|With Larry Brooks in Portland|
This weekend I attended the Willamette Writers Conference in Portland. The conference is for screenwriters and writers. All of the speakers offered a plethora of information in an engaging way. I learned so much from pros like Hallie Ephron, Eileen Cook, Gordy Hoffman and Luke Ryan. My only regret: that I couldn't attend every workshop.
This was the first conference I ever attended and all I can say is, wow. Huge value. Huge. My head is swimming with knowledge, ideas and lists of books to read by these great authors and teachers. And as for all the wonderful people I met, are all the people in Portland this nice?
The reason I signed up to go to Portland was to meet the King of Craft himself (in my humble opinion), Larry Brooks. Larry was teaching three days of story craft and after reading his books, Story Engineering and Story Physics; I knew I had to see him in person to thank him for making my dream of getting published a reality.
Rewind to three years ago. After finishing my manuscript and landing a superb literary agent I read Story Engineering and cried. I mean, had I known these core principles of story structure before writing my book it would have been so much better and saleable.
I looked at my manuscript with dismay and disappointment, had I only known...
Then I got a call from my agent, a publisher liked the premise but my book needed a complete re-write. A re-write? Where do I start? I asked. Page one, she said. Gulp.

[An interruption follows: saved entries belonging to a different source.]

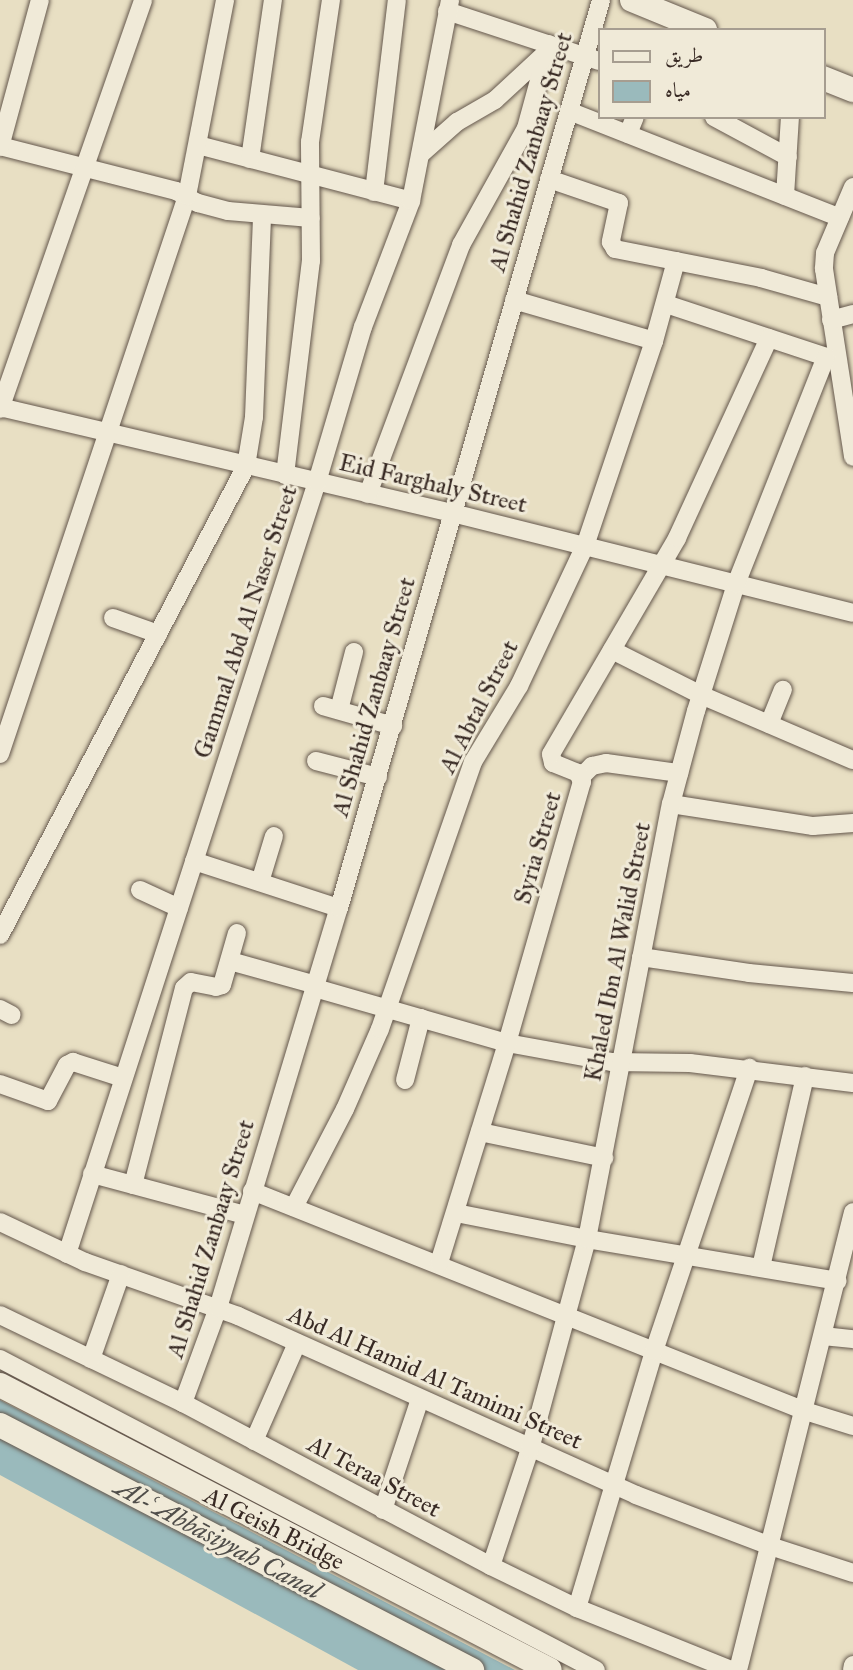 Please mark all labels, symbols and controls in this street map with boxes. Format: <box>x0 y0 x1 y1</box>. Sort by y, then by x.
legend <box>598 28 825 119</box>
street label: Al Shahid Zanbaay Street <box>483 29 579 275</box>
text: طريق <box>665 42 703 68</box>
text: مياه <box>665 77 691 103</box>
street label: Eid Farghaly Street <box>336 448 530 520</box>
street label: Gammal Abd Al Naser Street <box>188 482 304 762</box>
street label: Al Shahid Zanbaay Street <box>326 574 422 820</box>
street label: Al Abtal Street <box>433 636 525 778</box>
street label: Syria Street <box>508 789 568 907</box>
street label: Khaled Ibn Al Walid Street <box>579 820 657 1084</box>
street label: Al Shahid Zanbaay Street <box>161 1116 261 1362</box>
street label: Abd Al Hamid Al Tamimi Street <box>283 1300 587 1456</box>
street label: Al Teraa Street <box>303 1430 445 1524</box>
water label: Al-ʿAbbāsiyyah Canal <box>109 1471 327 1607</box>
street label: Al Geish Bridge <box>199 1481 349 1577</box> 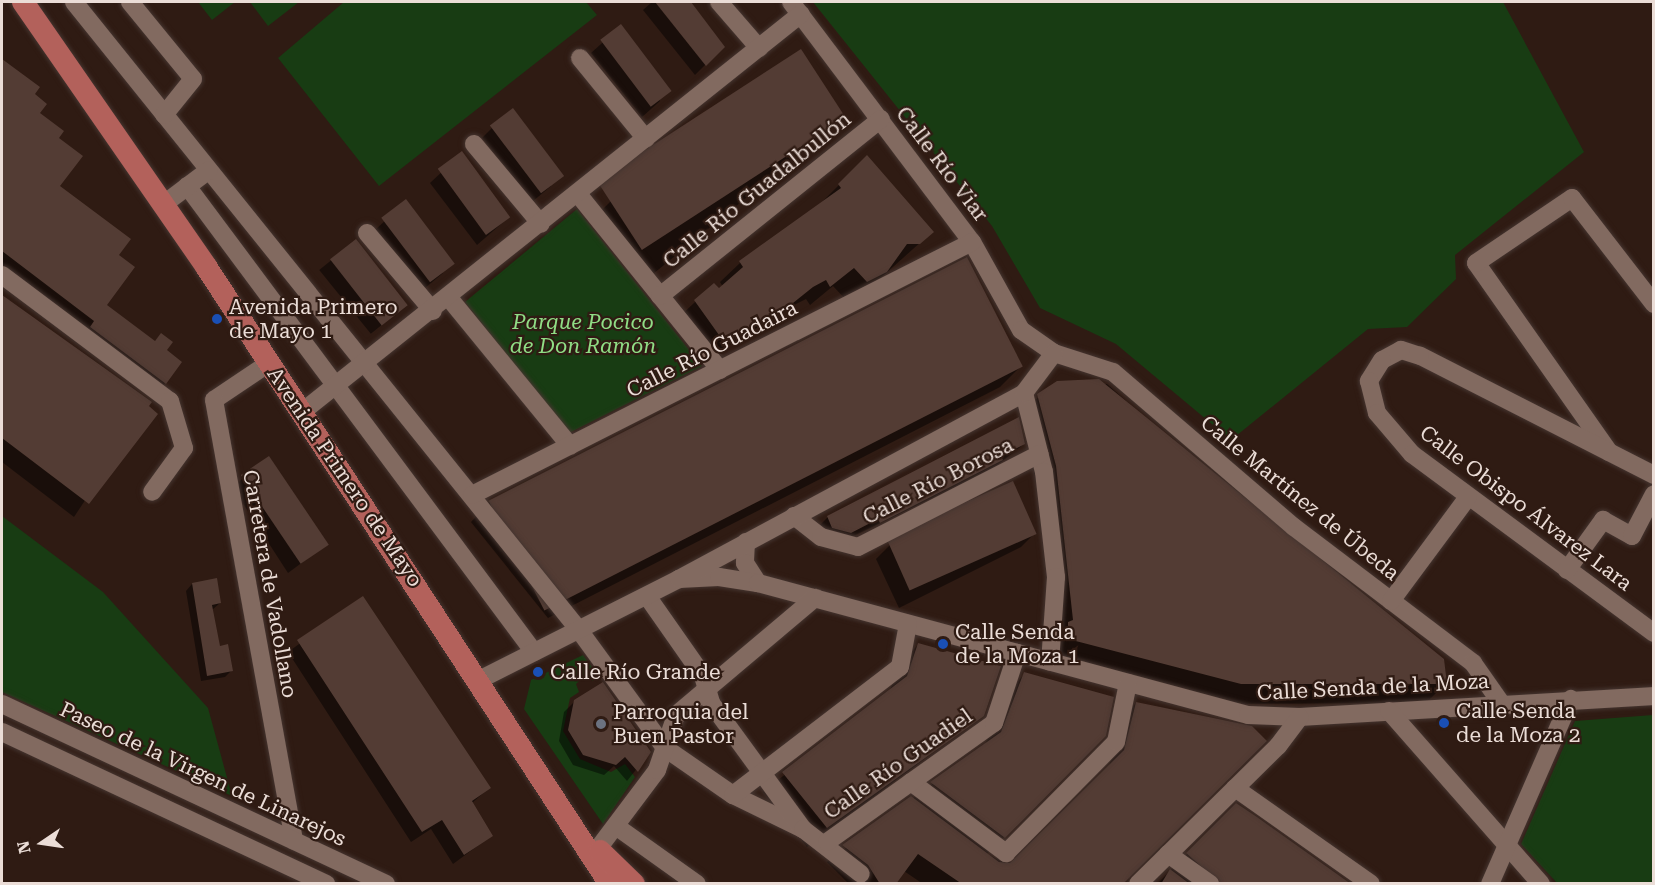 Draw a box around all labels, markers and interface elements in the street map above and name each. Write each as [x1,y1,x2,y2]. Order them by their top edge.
street label: Calle Río Viar [891,102,993,226]
street label: Calle Río Guadalbullón [658,106,856,274]
place label: Avenida Primero de Mayo 1 [229,294,398,344]
street label: Calle Río Guadaira [622,295,802,403]
park label: Parque Pocico de Don Ramón [510,309,656,359]
marker: Avenida Primero de Mayo 1 [210,312,224,326]
street label: Avenida Primero de Mayo [262,362,428,592]
street label: Calle Martínez de Úbeda [1196,410,1404,586]
street label: Calle Obispo Álvarez Lara [1415,420,1637,596]
street label: Calle Río Borosa [859,432,1017,530]
street label: Carretera de Vadollano [238,468,302,700]
place label: Calle Senda de la Moza 1 [955,619,1080,669]
marker: Calle Senda de la Moza 1 [936,637,950,651]
place label: Calle Río Grande [550,659,721,685]
marker: Calle Río Grande [531,665,545,679]
street label: Calle Senda de la Moza [1256,668,1490,706]
street label: Paseo de la Virgen de Linarejos [56,696,350,852]
place label: Calle Senda de la Moza 2 [1456,698,1581,748]
place label: Parroquia del Buen Pastor [613,699,748,749]
street label: Calle Río Guadiel [819,704,977,824]
marker: Calle Senda de la Moza 2 [1437,716,1451,730]
marker: Parroquia del Buen Pastor [594,717,608,731]
north arrow [12,813,72,873]
text: N [13,839,35,855]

Normally this is when most writers would reach for the bottle, I just reached for a king sized chocolate bar. But I also did a happy dance while gulping down said chocolate bar because now I could write my story using the principles I had learned and I knew it would be kick-ass.
Nine months later (and a few hundred chocolate bars later) my script went back to the publisher and by the end of the weekend, yes, it was Sunday, I was signing my first contract (and starting a diet). Thank you Larry Brooks. Not only that but NO major re-writes and nearly no edits, it was relatively painless (no chocolate required).
So if you think your story could be better, or if you're wondering how to write that great story that's keeping you up at nights, I recommend reading Brooks' books, or at least reading his blog, and no, I don't get a commission.